ASSIGNMENT
Where does the string "white" appear in the material? Copy each line that holds it.
******************************
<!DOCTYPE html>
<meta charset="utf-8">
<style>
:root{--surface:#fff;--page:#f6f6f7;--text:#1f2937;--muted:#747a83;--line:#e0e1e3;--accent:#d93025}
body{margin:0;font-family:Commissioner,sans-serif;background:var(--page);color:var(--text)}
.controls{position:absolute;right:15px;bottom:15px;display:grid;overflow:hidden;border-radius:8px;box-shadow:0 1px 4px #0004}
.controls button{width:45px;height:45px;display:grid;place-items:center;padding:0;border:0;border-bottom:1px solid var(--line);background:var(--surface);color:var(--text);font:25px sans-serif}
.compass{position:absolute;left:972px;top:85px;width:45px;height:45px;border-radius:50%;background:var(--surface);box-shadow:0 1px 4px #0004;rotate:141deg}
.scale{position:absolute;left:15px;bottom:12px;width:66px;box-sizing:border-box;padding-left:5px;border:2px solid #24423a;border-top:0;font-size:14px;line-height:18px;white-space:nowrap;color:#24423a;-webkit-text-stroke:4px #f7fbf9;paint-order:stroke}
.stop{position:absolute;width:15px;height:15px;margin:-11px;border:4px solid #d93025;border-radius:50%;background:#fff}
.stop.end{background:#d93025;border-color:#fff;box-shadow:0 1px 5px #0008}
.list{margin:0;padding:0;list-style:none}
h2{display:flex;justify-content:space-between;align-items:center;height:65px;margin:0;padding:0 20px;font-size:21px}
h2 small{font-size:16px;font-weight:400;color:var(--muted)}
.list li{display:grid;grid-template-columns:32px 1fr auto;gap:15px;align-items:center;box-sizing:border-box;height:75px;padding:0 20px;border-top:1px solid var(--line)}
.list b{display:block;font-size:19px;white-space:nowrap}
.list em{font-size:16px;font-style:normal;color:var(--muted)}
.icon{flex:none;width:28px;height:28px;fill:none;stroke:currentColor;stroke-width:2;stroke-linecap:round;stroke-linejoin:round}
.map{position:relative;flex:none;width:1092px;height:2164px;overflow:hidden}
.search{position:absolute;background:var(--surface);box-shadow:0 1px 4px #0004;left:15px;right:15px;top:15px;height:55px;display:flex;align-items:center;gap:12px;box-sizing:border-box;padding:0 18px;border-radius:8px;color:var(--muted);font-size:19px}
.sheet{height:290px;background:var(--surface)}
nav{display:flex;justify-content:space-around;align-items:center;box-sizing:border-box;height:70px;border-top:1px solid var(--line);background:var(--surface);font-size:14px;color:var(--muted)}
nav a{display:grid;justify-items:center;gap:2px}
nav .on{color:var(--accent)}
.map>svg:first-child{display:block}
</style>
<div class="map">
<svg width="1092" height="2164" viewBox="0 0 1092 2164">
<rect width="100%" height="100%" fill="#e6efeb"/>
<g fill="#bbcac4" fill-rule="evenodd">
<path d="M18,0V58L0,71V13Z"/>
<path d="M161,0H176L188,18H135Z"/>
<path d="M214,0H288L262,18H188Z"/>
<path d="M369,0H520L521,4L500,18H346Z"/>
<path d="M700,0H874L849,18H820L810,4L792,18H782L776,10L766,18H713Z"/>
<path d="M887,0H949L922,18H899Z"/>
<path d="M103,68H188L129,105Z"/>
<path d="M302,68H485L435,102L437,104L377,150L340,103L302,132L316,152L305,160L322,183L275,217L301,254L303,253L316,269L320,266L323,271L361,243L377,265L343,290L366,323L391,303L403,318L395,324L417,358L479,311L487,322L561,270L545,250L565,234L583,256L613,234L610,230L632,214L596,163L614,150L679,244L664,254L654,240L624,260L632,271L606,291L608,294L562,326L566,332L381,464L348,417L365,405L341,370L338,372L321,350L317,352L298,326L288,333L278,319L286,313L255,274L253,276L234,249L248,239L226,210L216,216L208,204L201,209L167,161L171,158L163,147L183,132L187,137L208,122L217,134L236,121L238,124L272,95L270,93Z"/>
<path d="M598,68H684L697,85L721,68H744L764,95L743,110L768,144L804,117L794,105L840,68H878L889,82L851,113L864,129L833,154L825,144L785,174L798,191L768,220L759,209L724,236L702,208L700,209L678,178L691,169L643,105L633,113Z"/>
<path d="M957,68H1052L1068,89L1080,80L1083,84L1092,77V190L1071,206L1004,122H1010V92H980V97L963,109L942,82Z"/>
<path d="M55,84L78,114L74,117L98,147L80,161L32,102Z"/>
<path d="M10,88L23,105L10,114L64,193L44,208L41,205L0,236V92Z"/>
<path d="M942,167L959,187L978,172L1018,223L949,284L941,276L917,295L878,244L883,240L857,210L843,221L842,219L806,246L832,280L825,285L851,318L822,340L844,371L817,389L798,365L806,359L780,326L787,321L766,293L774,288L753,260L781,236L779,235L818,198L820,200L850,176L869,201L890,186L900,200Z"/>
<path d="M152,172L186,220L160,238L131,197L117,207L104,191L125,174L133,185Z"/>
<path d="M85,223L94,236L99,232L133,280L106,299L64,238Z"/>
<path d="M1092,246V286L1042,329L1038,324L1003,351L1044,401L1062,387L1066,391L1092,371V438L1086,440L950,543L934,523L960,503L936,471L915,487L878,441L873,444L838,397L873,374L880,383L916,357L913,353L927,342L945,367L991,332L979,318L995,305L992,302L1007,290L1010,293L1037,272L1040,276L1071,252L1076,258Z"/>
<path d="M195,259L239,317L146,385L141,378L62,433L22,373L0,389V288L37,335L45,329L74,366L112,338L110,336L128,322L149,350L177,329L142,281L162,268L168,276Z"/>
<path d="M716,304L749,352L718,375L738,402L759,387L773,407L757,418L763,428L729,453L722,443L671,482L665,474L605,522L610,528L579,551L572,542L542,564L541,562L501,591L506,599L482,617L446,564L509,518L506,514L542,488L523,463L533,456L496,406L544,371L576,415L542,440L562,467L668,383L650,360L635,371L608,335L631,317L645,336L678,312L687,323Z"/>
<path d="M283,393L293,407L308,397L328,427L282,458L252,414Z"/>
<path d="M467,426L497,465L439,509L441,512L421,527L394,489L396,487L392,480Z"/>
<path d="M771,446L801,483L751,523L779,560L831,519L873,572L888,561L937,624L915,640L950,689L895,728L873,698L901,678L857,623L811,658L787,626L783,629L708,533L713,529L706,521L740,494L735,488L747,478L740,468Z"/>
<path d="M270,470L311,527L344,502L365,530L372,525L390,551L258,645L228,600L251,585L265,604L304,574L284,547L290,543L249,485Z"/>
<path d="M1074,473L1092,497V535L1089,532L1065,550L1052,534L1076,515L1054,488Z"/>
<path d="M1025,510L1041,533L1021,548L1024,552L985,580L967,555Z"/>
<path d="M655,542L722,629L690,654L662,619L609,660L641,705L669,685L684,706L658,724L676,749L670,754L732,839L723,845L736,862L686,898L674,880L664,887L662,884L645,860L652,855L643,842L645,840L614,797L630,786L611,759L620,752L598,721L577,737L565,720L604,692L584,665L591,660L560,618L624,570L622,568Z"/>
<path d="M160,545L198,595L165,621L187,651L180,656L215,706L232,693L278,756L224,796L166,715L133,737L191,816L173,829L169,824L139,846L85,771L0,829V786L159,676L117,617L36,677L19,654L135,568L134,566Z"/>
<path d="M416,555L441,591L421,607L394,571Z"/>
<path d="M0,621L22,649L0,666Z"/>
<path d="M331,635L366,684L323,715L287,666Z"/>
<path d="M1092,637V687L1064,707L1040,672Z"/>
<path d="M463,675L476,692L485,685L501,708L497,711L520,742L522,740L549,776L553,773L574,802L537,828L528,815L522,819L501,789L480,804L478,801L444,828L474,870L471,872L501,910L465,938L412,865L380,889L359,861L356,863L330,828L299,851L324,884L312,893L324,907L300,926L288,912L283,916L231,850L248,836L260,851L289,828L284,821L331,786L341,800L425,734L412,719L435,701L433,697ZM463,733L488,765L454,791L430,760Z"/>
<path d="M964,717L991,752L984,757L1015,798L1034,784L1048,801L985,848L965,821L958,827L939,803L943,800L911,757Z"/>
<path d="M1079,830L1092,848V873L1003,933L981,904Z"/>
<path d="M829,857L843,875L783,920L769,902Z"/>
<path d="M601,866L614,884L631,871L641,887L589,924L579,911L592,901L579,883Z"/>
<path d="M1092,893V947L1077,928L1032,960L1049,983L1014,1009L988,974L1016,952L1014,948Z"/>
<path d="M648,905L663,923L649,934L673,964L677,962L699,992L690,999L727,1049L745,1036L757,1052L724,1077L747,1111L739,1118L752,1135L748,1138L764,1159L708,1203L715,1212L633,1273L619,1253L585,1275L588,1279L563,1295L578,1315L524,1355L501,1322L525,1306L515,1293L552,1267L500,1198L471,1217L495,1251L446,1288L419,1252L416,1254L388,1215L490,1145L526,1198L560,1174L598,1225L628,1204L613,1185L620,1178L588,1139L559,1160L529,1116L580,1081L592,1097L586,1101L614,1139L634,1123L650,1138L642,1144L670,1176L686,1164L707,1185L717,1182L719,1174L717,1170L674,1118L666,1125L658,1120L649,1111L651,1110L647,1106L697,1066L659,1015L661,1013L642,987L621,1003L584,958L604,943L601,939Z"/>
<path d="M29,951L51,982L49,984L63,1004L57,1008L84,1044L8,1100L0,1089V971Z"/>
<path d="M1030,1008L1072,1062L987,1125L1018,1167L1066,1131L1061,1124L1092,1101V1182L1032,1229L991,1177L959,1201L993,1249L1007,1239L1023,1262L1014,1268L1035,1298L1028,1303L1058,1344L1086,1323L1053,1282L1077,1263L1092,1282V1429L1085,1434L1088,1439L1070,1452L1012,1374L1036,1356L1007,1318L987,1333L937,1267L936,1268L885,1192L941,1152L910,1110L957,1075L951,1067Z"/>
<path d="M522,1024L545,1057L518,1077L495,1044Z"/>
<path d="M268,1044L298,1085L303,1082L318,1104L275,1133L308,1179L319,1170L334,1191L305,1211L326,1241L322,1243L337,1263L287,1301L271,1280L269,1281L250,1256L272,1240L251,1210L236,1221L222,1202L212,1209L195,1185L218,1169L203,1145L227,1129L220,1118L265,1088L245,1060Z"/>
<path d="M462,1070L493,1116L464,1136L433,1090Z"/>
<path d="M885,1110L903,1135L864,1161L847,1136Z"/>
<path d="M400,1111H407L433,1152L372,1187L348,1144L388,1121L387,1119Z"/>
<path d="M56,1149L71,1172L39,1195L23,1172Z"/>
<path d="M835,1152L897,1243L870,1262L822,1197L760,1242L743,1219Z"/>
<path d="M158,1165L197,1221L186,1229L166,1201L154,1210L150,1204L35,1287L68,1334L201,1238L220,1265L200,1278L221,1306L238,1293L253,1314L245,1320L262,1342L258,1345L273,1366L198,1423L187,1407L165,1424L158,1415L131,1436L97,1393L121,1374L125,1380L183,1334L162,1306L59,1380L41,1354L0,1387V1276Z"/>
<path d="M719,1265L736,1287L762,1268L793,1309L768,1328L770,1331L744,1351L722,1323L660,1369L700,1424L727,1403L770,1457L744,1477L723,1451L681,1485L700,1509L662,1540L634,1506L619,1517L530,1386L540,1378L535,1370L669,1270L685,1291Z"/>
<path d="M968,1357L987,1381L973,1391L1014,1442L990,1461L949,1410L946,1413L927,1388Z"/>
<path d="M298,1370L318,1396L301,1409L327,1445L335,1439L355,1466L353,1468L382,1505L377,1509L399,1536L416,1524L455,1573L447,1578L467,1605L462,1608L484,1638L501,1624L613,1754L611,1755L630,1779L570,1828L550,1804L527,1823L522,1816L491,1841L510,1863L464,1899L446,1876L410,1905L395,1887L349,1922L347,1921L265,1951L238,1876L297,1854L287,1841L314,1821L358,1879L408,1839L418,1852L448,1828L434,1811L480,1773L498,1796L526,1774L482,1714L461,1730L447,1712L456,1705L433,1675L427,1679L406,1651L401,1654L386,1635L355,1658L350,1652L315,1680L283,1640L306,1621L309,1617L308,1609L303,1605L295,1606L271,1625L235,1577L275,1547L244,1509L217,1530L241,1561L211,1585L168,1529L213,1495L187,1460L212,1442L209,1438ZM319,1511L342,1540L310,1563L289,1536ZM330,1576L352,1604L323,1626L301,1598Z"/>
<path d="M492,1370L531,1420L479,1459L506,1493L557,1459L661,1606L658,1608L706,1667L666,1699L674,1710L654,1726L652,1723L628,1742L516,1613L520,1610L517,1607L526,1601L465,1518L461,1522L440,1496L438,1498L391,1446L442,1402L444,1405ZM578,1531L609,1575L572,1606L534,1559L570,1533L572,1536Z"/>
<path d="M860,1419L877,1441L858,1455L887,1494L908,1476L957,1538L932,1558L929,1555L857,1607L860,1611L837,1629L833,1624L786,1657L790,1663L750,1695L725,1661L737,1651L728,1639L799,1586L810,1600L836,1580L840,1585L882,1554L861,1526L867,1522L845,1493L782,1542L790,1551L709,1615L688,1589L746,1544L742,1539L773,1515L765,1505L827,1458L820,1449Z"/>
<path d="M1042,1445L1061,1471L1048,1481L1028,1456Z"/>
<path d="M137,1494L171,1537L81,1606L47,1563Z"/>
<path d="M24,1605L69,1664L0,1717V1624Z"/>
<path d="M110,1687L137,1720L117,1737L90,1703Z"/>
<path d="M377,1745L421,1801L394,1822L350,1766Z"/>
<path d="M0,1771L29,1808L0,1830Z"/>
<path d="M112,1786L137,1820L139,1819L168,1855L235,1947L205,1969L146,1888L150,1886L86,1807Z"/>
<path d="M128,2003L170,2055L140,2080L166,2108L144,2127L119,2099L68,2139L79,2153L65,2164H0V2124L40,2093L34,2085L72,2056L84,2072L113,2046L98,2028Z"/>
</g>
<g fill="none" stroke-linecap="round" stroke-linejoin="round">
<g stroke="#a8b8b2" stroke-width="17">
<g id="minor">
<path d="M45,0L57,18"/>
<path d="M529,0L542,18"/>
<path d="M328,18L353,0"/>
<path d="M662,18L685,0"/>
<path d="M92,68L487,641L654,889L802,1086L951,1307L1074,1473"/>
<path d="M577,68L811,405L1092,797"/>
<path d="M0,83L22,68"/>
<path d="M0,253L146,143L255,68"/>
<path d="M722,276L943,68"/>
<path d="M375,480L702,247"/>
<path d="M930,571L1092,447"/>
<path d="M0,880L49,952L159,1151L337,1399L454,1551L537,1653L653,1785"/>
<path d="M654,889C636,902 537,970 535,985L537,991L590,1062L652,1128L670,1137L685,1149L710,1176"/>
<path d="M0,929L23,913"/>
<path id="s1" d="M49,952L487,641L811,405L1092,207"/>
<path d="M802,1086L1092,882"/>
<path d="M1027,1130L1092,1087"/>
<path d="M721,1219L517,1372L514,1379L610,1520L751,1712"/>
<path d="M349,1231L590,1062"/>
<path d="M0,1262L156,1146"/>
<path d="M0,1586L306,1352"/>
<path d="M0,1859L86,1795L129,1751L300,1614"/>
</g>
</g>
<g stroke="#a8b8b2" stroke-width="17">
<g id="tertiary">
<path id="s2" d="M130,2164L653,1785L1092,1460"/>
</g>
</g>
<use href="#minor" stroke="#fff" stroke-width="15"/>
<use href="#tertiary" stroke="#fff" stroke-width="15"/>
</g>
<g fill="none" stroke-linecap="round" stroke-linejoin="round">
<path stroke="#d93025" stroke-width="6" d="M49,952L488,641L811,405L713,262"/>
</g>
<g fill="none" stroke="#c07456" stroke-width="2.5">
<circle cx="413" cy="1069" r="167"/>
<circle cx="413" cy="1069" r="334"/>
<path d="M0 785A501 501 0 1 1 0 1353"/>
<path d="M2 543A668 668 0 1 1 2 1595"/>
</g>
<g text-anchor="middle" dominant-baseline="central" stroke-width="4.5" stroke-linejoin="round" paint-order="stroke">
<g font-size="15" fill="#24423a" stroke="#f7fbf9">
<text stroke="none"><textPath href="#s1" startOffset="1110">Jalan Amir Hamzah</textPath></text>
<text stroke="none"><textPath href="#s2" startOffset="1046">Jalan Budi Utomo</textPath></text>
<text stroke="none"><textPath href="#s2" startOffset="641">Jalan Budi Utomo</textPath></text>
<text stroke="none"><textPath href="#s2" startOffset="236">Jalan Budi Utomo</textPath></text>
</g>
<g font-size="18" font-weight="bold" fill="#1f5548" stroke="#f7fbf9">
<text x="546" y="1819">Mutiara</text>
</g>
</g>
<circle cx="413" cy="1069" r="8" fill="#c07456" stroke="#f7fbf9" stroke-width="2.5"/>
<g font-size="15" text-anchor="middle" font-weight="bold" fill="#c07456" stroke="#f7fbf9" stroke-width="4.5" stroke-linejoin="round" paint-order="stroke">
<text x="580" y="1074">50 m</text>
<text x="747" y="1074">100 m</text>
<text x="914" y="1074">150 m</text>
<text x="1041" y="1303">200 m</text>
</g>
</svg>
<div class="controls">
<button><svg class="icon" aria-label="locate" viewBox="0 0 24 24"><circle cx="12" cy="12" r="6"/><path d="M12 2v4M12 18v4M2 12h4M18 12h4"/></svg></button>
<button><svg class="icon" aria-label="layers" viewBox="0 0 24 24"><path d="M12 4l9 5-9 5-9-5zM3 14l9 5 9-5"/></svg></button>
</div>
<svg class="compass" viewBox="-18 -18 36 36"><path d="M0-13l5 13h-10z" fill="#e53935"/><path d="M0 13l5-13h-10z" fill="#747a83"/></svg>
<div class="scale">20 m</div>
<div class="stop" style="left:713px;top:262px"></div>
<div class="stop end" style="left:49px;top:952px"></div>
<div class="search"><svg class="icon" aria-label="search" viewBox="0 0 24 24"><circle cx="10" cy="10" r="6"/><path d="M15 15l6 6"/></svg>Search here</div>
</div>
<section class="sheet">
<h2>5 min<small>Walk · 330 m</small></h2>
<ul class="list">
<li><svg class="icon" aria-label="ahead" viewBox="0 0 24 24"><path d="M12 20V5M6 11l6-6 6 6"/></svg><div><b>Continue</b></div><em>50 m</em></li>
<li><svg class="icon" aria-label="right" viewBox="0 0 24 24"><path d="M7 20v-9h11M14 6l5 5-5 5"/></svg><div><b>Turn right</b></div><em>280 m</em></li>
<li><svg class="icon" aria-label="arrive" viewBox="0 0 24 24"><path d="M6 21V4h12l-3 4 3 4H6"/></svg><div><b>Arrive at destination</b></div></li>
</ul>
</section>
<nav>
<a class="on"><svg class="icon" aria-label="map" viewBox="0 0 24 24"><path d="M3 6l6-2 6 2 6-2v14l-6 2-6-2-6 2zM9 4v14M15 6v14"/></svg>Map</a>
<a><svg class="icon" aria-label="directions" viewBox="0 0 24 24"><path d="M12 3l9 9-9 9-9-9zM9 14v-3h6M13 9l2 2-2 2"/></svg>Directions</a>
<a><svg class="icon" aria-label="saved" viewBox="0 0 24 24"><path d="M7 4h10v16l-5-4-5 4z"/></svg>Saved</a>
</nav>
******************************
EXERCISE RESPONSE
.scale{position:absolute;left:15px;bottom:12px;width:66px;box-sizing:border-box;padding-left:5px;border:2px solid #24423a;border-top:0;font-size:14px;line-height:18px;white-space:nowrap;color:#24423a;-webkit-text-stroke:4px #f7fbf9;paint-order:stroke}
.list b{display:block;font-size:19px;white-space:nowrap}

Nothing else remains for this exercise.